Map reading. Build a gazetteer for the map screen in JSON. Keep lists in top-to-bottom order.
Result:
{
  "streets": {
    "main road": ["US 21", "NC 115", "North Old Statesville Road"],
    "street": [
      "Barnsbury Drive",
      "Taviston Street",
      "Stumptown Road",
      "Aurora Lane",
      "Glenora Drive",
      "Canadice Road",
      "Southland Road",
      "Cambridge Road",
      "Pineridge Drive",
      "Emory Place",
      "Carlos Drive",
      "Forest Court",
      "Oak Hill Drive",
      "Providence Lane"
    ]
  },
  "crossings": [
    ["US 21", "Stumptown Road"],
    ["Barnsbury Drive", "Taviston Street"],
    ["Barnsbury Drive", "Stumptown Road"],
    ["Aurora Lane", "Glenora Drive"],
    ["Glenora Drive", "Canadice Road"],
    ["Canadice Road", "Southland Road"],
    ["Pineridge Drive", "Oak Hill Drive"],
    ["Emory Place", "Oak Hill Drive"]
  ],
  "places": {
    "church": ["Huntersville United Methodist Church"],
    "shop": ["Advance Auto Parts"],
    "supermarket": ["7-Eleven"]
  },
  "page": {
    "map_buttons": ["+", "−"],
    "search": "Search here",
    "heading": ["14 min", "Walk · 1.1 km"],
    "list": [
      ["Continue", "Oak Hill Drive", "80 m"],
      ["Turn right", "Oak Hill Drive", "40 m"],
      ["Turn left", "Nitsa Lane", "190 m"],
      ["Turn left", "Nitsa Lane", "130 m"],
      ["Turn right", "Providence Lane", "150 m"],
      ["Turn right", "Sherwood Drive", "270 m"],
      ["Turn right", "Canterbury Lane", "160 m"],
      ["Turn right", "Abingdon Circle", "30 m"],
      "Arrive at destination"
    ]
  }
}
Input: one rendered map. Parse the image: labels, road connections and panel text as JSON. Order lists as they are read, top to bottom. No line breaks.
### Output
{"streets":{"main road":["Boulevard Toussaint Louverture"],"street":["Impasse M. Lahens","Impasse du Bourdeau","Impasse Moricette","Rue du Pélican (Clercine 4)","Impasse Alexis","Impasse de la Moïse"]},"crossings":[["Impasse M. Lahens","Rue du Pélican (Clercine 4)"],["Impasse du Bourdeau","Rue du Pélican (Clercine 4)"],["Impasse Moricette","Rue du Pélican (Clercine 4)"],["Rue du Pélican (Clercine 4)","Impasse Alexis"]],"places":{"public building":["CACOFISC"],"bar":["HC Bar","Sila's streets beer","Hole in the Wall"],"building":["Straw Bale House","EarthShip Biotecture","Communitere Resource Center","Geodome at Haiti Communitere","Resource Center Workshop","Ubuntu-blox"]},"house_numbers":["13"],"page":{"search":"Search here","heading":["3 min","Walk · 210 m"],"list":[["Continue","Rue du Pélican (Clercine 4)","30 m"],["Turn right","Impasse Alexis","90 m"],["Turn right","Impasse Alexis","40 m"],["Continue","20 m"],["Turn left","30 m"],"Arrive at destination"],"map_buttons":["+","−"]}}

Exercise instructions:
Only lines of the data holding the word "Nitsa" go in the answer. Please copy each of them.

Reply:
      ["Turn left", "Nitsa Lane", "190 m"],
      ["Turn left", "Nitsa Lane", "130 m"],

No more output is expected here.